WORK REQUIRED
Up to and including the line bearing "display:flex; align-items:center; gap:10px;", output every line of the entries exactly as written, starting from the first; pictures stay out.

INFORMATION SUPPLIED
· · · · · · ·

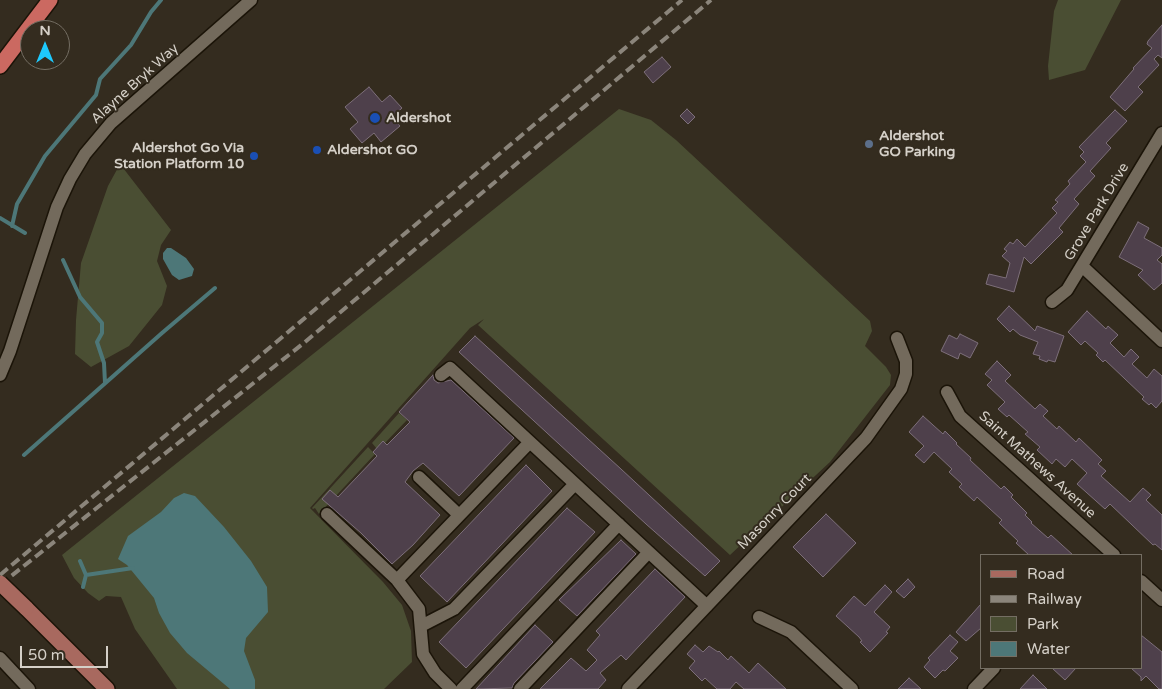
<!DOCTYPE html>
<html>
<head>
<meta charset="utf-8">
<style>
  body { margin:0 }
  #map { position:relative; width:1162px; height:689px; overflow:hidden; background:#342c1f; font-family:"Varela Round",sans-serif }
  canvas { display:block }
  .legend { position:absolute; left:980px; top:554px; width:162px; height:115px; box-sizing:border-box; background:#342c1f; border:1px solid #746e63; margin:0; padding:6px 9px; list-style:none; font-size:15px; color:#d5d0c8 }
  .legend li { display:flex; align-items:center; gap:10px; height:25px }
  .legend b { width:25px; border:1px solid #746e63 }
  .north { position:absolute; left:20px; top:20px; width:50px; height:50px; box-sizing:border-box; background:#342c1f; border:1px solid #746e63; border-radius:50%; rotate:0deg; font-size:14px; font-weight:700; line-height:20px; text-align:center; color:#d5d0c8 }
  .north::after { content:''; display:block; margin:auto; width:18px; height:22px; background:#1ec9fd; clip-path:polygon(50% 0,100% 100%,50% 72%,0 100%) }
  .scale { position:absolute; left:20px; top:646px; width:88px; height:22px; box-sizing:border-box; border:2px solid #d5d0c8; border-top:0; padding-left:6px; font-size:15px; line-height:18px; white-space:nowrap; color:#d5d0c8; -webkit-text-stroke:4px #342c1f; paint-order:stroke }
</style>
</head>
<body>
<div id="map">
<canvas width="1162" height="689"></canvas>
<ul class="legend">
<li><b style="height:6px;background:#a8695f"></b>Road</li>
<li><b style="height:6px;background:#8b857b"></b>Railway</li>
<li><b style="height:14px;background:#4a4e33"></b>Park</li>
<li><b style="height:14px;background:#4d7778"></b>Water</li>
</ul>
<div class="north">N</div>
<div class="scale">50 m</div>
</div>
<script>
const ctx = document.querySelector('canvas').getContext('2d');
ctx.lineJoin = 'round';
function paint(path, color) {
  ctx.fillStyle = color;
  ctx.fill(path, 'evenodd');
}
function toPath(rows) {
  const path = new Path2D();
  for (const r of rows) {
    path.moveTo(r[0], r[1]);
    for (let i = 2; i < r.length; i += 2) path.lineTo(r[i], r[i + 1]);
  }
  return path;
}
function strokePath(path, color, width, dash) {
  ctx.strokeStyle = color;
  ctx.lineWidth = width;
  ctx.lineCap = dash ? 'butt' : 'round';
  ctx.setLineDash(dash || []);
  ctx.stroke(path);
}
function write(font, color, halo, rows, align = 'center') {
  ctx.font = font + ' "Varela Round",sans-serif';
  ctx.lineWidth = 4;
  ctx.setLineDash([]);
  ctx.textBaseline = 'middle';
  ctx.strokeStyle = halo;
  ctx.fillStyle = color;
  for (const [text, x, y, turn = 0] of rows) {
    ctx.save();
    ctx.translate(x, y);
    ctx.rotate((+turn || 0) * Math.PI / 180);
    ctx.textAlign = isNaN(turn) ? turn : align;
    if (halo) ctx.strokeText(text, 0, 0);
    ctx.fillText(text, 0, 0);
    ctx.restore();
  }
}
paint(toPath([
  [1058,0,1121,0,1085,70,1049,80,1048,66,1054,11],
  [619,109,651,120,676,140,870,321,872,331,865,346,886,367,891,375,890,385,830,462,730,555,478,325,484,319,470,328,310,508,383,582,402,605,411,631,412,662,384,689,177,689,135,629,121,597,106,596,99,601,88,593,74,578,62,555],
  [120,164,171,230,161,245,157,261,167,286,162,305,129,346,91,367,75,354,76,320,81,263,108,186],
  [399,413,407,420,385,443,383,441,377,449,372,443],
  [368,447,375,454,319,514,315,508,313,509,312,508]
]), '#4a4e33');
paint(toPath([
  [167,248,171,248,186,258,194,269,192,276,179,280,172,275,163,259,163,253],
  [184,493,195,496,224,527,251,561,267,587,268,612,246,638,244,651,255,680,255,689,230,689,187,653,170,633,159,613,154,598,127,565,118,559,128,536,161,512,174,498]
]), '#4d7778');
strokePath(toPath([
  [0,218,25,233],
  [12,226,17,204,45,156,96,95,100,79,131,45,151,12,161,0],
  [63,260,80,297,102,323,102,333,97,342,104,363,105,383],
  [24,455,162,333,215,288],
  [80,561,86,575,83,587],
  [86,575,133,568]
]), '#4d7778', 4);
const building = toPath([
  [1162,25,1162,58,1158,55,1154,59,1159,65,1138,87,1143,92,1125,111,1110,97,1134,69,1133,68,1152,48,1147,44,1148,41,1162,25],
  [662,57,671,67,653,83,644,72,662,57],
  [369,87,382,102,390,95,402,108,392,117,400,126,381,142,374,133,362,143,350,129,358,122,345,107,369,87],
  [687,109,695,117,688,124,680,116,687,109],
  [1115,110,1127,121,1106,143,1111,148,1090,171,1095,176,1074,199,1079,204,1059,228,1063,232,1031,264,1024,257,1014,292,986,284,989,274,1006,278,1010,263,1002,256,1007,251,1004,249,1010,242,1013,244,1017,239,1025,247,1057,213,1052,208,1058,202,1055,200,1070,184,1068,181,1086,162,1080,156,1084,152,1079,147,1115,110],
  [1138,222,1149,228,1144,238,1162,248,1162,255,1157,260,1162,264,1162,283,1154,290,1138,275,1143,270,1119,257,1138,222],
  [1009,306,1035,331,1037,326,1064,336,1055,362,1048,360,1047,362,1039,359,1040,356,1033,354,1038,342,1020,335,1013,329,1010,332,997,319,1009,306],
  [1087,311,1106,329,1108,326,1118,335,1110,343,1124,357,1131,349,1139,357,1132,364,1147,378,1154,369,1162,376,1162,401,1156,408,1151,403,1149,405,1142,399,1144,397,1105,360,1103,362,1096,355,1098,353,1085,341,1081,345,1068,332,1087,311],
  [960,334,978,343,970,358,960,353,958,359,941,351,949,335,957,339,960,334],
  [475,336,621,469,720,561,705,576,646,524,459,352,475,336],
  [997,361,1011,375,1005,381,1035,409,1040,404,1048,411,1043,416,1057,429,1059,426,1076,442,1079,438,1102,460,1098,464,1106,471,1101,476,1130,502,1143,488,1151,495,1146,500,1162,515,1162,550,1155,544,1153,545,1110,504,1105,509,1077,484,1087,473,1072,459,1065,467,1056,459,1052,464,1037,450,1040,447,1025,434,1028,432,1009,415,1007,417,998,409,1005,402,987,385,992,380,985,374,997,361],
  [433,375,434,380,438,383,451,380,514,438,459,496,423,463,413,471,405,482,440,515,413,545,392,564,361,533,322,499,330,490,338,497,377,456,373,452,383,441,387,445,410,422,399,412,433,375],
  [923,416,943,434,945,431,957,443,956,444,971,458,970,460,1001,489,1004,486,1013,495,1011,497,1027,513,1025,515,1032,522,1031,523,1048,538,1051,535,1073,555,1029,555,1016,543,1018,541,999,523,1002,520,977,497,974,501,959,487,962,484,949,472,952,469,934,452,924,463,915,455,924,446,909,432,923,416],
  [526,465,552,491,447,602,420,576,526,465],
  [567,508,595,532,466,668,439,642,567,508],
  [826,514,856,543,823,577,793,547,826,514],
  [621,540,636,554,577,616,559,600,621,540],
  [655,569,685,597,626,660,621,655,600,673,606,680,598,689,540,689,571,658,586,671,597,660,587,650,600,635,596,631,655,569],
  [908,579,915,587,904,598,896,591,908,579],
  [885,585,892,592,874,612,890,627,886,632,888,633,870,652,860,642,862,641,859,637,836,616,854,596,865,606,885,585],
  [981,604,981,628,966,641,956,632,981,604],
  [535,625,553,642,514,683,512,688,476,689,535,625],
  [950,635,958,642,950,651,958,658,945,671,943,670,935,678,924,667,930,660,928,658,950,635],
  [1141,635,1162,652,1162,689,1159,689,1146,676,1141,681,1141,677,1131,668,1141,668,1141,635],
  [695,645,703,652,709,646,718,652,719,651,728,660,731,656,749,673,758,663,786,689,744,689,736,682,730,689,717,689,705,678,702,681,689,668,695,661,687,654,695,645],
  [1052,668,1076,668,1065,680,1052,668],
  [1033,675,1047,689,1020,689,1033,675],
  [909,678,921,689,898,689,909,678]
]);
paint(building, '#4e404b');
strokePath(building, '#7d6f7a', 1);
const minor = toPath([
  [1082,266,1162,341],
  [1052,302,1067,290,1162,133],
  [0,375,10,351,57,207,70,179,85,154,111,123,251,0],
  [441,375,450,368,707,606],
  [947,392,960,416,1114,555],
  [419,477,459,515],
  [327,514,397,580,419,609,423,654,435,673,451,689],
  [397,580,530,442],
  [1141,581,1162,600],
  [759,617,791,632,852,689],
  [421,626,454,609,575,484],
  [0,658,29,689],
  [462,689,619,524],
  [520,689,649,552],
  [628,689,866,438,901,389,906,374,906,361,897,338],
  [974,689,994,668]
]);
const major = toPath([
  [26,608,107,689]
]);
const highway = toPath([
  [0,66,50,0]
]);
strokePath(minor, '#1b1408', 15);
strokePath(major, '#1b1408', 18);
strokePath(highway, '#1b1408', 18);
strokePath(minor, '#736a5c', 12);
strokePath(major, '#a8695f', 15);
strokePath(highway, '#cb6961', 15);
strokePath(toPath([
  [0,575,682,0],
  [0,585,305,342,711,0]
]), '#8b857b', 4, [10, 5]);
const majorBridge = toPath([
  [0,583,26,608]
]);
strokePath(majorBridge, '#1b1408', 18, []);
strokePath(majorBridge, '#a8695f', 15);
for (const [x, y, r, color] of [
  [375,118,6,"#1a4fb4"],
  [869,144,5,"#5c6f8a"],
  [317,150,5,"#1a4fb4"],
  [254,156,5,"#1a4fb4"]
]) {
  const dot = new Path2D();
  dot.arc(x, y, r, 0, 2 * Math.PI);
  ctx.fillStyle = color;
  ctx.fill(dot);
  strokePath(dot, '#342c1f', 2);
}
write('14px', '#d5d0c8', '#342c1f', [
  ["Alayne Bryk Way",135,84,-42],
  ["Grove Park Drive",1097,212,-59],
  ["Saint Mathews Avenue",1037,465,42],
  ["Masonry Court",775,512,-46]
]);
write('bold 14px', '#d5d0c8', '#342c1f', [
  ["Aldershot",386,118],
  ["Aldershot",879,136],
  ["GO Parking",879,152],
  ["Aldershot Go Via",244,148,"right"],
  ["Station Platform 10",244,164,"right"],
  ["Aldershot GO",327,150]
], 'left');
</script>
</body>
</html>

· · · · · · ·

EXERCISE RESULT
<!DOCTYPE html>
<html>
<head>
<meta charset="utf-8">
<style>
  body { margin:0 }
  #map { position:relative; width:1162px; height:689px; overflow:hidden; background:#342c1f; font-family:"Varela Round",sans-serif }
  canvas { display:block }
  .legend { position:absolute; left:980px; top:554px; width:162px; height:115px; box-sizing:border-box; background:#342c1f; border:1px solid #746e63; margin:0; padding:6px 9px; list-style:none; font-size:15px; color:#d5d0c8 }
  .legend li { display:flex; align-items:center; gap:10px; height:25px }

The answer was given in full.